The GEUS TDS was set up following the TDS Online Tutorial. This tutorial was closely followed for almost every setup step, so if in doubt refer to this resource!

The TDS was built in Feb 2023 by Patrick Wright with assistance on setting up DNS and the Apache reverse proxy provided by Jakob Molander. General project oversight provided by Robert Fausto.

The Unidata THREDDS support is active and very helpful! Contact via email at:

support-thredds@unidata.ucar.edu

Resource locations on the Azure Thredds VM

Azure fileshare mount: /data/geusgk/awsl3-fileshare
TDS content (data and config files): /data/content/thredds
thredds-git repo for TDS files: /data/thredds-git
Tomcat web server: /opt/tomcat
Apache web server: /etc/apache2
Java install: /usr/lib/jvm/java-1.11.0-openjdk-amd64

Troubleshooting

If the Thredds server is down, the first thing to try is restarting the Tomcat web server. First, switch to root user with su -.

./ /opt/tomcat/bin/shutdown.sh
./ /opt/tomcat/bin/startup.sh

If that doesn’t work, then try restarting the Apache web server, and then restart the Tomcat server again.

sudo service apache2 restart

Also keep in mind that if you have not implemented any log file rotation, the server can easily fill disk space. You may need to clear log files and free up disk space.

If things are still down, your best bet it to start looking through logs at /opt/tomcat/bin/log, check out the FAQs at the Thredds tutorial site, and potentially contact Thredds support.

Adding new data

To add any new dataset, you will need ssh access to the Azure Thredds VM instance. Contact Penny How for obtaining an ssh key. Any user with the ssh key can access the server through the open port 22. This allows access from home, from Greenland, etc. Please treat these ssh keys carefully, and only share via secure methods (internal geus email addresses, over Slack, etc). The current key is aws-dec2022.pem and should occasionally be rotated by creating a new key on the Azure portal.

Many resources on the TDS are only allowed for the tomcat or root user, but you will be logging in as the aws user. For many tasks, you will need to switch to the root user (sudo su).

1. Migrate data to the Azure fileshare

GEUS G&K has an Azure storage account (geusgk), with an Azure fileshare named awsl3-fileshare. If you have access, all Azure resources can be viewed at https://portal.azure.com/.

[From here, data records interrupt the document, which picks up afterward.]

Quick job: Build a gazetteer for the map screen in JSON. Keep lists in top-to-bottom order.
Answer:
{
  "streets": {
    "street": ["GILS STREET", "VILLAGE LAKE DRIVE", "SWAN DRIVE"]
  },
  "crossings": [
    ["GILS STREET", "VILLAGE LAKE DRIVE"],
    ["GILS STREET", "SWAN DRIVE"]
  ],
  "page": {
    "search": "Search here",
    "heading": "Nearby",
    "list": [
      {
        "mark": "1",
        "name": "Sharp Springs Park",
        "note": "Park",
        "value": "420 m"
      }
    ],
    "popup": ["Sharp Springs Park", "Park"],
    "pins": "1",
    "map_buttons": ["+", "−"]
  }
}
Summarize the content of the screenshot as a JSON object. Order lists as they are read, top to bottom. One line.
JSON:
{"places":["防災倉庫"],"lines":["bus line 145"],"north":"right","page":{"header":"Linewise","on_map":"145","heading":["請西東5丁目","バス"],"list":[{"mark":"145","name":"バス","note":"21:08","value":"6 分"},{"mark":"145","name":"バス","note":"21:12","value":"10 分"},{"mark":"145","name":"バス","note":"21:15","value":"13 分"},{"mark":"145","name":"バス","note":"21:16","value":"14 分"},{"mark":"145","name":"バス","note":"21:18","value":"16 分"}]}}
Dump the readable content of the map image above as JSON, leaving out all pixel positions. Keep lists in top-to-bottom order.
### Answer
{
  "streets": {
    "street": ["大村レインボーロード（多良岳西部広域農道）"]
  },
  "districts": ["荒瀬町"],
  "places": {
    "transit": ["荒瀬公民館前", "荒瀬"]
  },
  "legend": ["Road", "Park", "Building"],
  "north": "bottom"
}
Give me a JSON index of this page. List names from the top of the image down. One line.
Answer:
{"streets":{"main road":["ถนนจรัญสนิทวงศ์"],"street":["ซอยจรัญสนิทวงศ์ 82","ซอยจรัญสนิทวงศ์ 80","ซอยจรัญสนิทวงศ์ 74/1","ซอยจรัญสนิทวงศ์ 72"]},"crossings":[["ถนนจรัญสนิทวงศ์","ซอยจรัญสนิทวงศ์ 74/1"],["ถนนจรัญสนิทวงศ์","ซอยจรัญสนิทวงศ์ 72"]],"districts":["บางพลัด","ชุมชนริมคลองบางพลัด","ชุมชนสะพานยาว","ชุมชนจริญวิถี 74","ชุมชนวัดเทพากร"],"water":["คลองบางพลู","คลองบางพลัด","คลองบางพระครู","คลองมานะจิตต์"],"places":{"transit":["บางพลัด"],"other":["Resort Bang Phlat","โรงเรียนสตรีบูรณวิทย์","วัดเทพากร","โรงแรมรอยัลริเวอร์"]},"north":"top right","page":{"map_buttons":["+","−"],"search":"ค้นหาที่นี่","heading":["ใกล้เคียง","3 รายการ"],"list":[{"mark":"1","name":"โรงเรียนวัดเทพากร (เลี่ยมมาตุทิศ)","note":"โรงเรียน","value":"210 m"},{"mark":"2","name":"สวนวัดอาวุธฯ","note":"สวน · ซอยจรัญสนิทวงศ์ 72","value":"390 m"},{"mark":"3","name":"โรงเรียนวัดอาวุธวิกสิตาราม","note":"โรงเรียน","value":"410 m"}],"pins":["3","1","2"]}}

The fileshare is mounted on the Azure Thredds VM at /data/geusgk/awsl3-fileshare. The fileshare is also mounted on the Azure AWS VM at the same location, and on the “glacio01” server at /media/aws/geusgk/awsl3-fileshare. The capacity of the fileshare is 5 TB. If you need to mount the fileshare to an additional location, see the Azure file share mounting documentation.

Any data written to a mounted instance of the fileshare is almost instantly replicated both to the cloud (the Azure geusgk storage account), and to any other mounted instance. To add new data, you first need to figure out how to write the data to the fileshare. For example, you could set up a process on glacio01 to download an archival (static) dataset from another web location, and then write the data to the mounted fileshare (perhaps using parallel methods in a screen session for large datasets).

On-demand vs automatic mount methods

For both the Azure aws processing server and the thredds server, pajwr mounted the fileshare using the “on-demand” instructions (see mounting documentation link above). If the server is shutdown and rebooted, this mount probably will not remain. In which case, it might be better to follow the instructions to “Automatically mount file shares”. This might also give you better control over permissions on the mounted instance.

If you want to mount the Azure fileshare at another location, the commands in the mounting documentation (linked above) assume you have logged in with az login (on glacio01, had to do az login --use-device-code). This will take you through the Azure login and auth procedure via a URL and code provided on the command line. You then have to select an account and authenticate using Microsoft Authenticator. Successful login should display something like:

[
  {
    "cloudName": "AzureCloud",
    "homeTenantId": "3a854c6f-9945-45ae-8f72-9f3efcf015ed",
    "id": "0aead173-793e-4b77-8c6a-e0734a2f61a4",
    "isDefault": true,
    "managedByTenants": [],
    "name": "FPJ kreditkort - Betalt efter forbrug",
    "state": "Enabled",
    "tenantId": "3a854c6f-9945-45ae-8f72-9f3efcf015ed",
    "user": {
      "name": "pajwr@geus.dk",
      "type": "user"
    }
  }
]

The Azure Command Line Interface (CLI) is installed on both Azure VMs (for any command starting with az). The Azure Powershell interface is also installed on the thredds VM.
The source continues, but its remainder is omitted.